DOSing the TPM to leak the rootfs encryption key

Adrian Vovk <adrianvovk@xxxxxxxxx> · Mon, 10 Mar 2025 15:04:38 -0400

Hello all,
This is spawned from another recent thread on this list, with the subject "Is tpm2-measure-pcr really an additional security?", started by Yann Diorcet. There's some confusion of what scenario exactly is being discussed in that thread, and in an attempt to clarify I think I came up with my own scenario that I think might be similarly vulnerable. So, I'm making this thread so that we can a clean slate for the discussion of my scenario.

Presuming a system like this:
- We've got a Linux desktop system
- We have two dm-verity protected /usr partitions
- We have one encrypted rootfs
- We're using systemd-repart to create the rootfs on first boot
- The rootfs is automatically unlocked by the initrd, at boot, using the TPM. We're using systemd-pcrlock with a PCR 11 signature
- We're making use of systemd-pcrphase, and the rootfs is unlockable _only_ during `enter-initrd`. Once we hit `leave-initrd`, the rootfs is no longer unlockable. This means that the rootfs is only unlockable in the initrd.

Here's a potential attack:
- Attacker makes a clone of the real rootfs, then marks the partition as empty on the real disk. Attacker puts the disk back into the machine, and boots.
- The initrd measures the `enter-initrd` pcrphase
- systemd-repart notices that there's no rootfs, and starts creating one. This (in my experience) takes up to a couple of seconds, so it should be relatively feasible to time the attack.
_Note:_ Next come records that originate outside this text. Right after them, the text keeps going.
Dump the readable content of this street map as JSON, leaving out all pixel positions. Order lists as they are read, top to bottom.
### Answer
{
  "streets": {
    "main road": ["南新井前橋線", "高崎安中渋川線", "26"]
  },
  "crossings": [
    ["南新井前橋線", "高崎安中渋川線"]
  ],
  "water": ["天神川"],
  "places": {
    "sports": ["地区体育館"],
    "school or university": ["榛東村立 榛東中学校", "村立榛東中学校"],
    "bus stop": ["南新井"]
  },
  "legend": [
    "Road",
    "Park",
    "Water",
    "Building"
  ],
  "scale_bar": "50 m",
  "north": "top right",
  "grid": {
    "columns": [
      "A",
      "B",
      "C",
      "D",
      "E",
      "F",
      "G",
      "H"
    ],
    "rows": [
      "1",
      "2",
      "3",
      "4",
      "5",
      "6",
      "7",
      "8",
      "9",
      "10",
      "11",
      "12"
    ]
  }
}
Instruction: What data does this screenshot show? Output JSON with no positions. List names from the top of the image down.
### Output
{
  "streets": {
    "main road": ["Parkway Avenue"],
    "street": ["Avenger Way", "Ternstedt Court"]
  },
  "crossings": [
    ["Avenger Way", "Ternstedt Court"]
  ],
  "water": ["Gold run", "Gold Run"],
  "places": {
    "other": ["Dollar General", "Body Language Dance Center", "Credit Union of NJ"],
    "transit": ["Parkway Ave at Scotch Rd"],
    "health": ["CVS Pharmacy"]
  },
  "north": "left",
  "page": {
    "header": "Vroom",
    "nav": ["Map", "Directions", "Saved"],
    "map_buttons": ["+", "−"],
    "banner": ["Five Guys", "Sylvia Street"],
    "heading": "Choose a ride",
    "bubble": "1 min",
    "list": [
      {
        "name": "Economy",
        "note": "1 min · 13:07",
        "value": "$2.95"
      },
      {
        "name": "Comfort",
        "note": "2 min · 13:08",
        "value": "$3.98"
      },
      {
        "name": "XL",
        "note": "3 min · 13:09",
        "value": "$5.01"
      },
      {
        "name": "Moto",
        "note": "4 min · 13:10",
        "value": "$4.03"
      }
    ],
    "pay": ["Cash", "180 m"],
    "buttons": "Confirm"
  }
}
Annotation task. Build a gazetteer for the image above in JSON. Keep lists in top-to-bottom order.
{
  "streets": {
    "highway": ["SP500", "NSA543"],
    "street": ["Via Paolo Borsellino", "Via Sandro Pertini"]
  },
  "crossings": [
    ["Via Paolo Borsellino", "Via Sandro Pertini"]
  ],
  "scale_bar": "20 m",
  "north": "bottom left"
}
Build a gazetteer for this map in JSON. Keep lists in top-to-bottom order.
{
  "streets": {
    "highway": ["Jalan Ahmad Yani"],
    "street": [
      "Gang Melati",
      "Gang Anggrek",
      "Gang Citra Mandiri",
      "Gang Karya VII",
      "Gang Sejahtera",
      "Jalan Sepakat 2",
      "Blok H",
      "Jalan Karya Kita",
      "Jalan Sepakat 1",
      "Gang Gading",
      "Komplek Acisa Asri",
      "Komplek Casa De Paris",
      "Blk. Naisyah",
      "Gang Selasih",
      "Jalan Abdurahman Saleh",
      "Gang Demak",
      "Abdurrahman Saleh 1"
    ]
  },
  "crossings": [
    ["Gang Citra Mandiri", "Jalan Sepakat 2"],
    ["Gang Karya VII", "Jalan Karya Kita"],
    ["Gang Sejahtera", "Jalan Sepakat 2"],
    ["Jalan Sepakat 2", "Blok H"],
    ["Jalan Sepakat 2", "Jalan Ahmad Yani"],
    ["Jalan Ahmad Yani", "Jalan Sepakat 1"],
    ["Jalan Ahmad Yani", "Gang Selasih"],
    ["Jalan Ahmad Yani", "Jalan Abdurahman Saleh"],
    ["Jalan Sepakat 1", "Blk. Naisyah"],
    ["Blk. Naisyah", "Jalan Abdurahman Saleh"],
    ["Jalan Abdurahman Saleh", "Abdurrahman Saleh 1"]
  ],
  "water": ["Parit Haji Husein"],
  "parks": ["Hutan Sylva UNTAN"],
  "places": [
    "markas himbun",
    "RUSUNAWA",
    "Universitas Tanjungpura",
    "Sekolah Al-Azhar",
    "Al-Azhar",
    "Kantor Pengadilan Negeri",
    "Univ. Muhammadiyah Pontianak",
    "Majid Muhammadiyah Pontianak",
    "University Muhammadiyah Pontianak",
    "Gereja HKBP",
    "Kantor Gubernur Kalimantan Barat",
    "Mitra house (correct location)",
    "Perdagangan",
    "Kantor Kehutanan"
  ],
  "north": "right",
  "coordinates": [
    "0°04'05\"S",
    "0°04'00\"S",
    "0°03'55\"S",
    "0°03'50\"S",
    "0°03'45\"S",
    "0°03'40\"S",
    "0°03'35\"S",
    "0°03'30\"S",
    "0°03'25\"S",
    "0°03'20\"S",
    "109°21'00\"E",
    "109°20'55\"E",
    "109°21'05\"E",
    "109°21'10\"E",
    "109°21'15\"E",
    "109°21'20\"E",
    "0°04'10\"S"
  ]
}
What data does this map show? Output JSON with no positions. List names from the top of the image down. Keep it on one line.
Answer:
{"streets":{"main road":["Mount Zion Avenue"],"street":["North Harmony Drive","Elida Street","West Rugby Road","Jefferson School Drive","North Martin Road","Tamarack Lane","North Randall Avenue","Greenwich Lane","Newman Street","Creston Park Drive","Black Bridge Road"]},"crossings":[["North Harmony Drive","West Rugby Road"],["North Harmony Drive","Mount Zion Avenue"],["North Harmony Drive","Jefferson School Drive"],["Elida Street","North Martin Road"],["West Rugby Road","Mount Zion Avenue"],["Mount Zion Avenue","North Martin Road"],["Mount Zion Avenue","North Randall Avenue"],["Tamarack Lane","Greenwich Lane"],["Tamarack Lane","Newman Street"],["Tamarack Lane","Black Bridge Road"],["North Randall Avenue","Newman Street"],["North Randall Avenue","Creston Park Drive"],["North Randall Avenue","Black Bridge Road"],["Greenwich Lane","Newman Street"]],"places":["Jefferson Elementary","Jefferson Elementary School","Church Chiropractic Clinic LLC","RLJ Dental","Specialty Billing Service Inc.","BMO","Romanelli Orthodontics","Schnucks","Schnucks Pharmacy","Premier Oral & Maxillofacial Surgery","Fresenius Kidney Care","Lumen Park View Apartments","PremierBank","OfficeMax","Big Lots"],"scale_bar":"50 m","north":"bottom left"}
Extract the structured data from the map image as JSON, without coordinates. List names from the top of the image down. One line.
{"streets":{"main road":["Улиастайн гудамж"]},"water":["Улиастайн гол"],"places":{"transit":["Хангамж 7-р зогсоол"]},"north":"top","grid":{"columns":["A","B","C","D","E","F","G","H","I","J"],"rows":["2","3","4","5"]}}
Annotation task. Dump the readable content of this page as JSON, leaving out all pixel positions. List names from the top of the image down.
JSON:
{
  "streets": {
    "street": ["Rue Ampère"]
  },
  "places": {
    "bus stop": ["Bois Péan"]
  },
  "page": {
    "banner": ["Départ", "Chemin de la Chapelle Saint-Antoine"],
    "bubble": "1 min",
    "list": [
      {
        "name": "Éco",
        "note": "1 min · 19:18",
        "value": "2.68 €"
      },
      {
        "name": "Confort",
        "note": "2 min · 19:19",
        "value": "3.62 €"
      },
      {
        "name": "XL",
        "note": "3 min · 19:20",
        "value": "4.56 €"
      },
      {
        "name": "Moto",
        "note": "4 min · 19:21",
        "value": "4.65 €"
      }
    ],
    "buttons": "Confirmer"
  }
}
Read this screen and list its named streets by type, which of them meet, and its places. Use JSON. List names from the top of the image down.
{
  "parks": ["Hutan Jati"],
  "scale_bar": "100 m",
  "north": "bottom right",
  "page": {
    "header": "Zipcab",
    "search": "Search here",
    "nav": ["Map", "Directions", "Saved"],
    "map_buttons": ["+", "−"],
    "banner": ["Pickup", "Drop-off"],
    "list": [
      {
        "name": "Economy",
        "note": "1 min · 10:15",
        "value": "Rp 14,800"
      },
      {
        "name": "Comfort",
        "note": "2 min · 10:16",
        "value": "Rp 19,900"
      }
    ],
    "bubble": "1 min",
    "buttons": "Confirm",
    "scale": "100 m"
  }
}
Especially if the attacker can see systemd's status output
- Meanwhile, the attacker starts DOSing the TPM (i.e. by physically interrupting the TPM's LPC bus)
- systemd-repart finishes, and so the initrd boots into the newly-created rootfs
- initrd tries to measure the `leave-initrd` pcrphase, or the new rootfs's volume key. Both fail, due to the DOS on the TPM.
- The system boots to the new rootfs
- Attacker goes through initial-setup, creating a new administrator user for themself. Then they log in, open a terminal, and run `run0`. They type in the password they just set up. The attacker is now at a root shell.
- Attacker stops DOSing the TPM
- Since the TPM never received the measurements for `leave-initrd`, or the new rootfs's volume key, it is still in the same state as it was in the initrd.
- Attacker asks the TPM to unlock the real rootfs
- The PCRs are all in the correct state.
- The TPM gives the attacker the real rootfs's encryption key.
- Attacker gained access to the real rootfs's data
- Attacker cleans up all traces of their presence by putting back the real rootfs into its old partition

What's protecting against this, if anything?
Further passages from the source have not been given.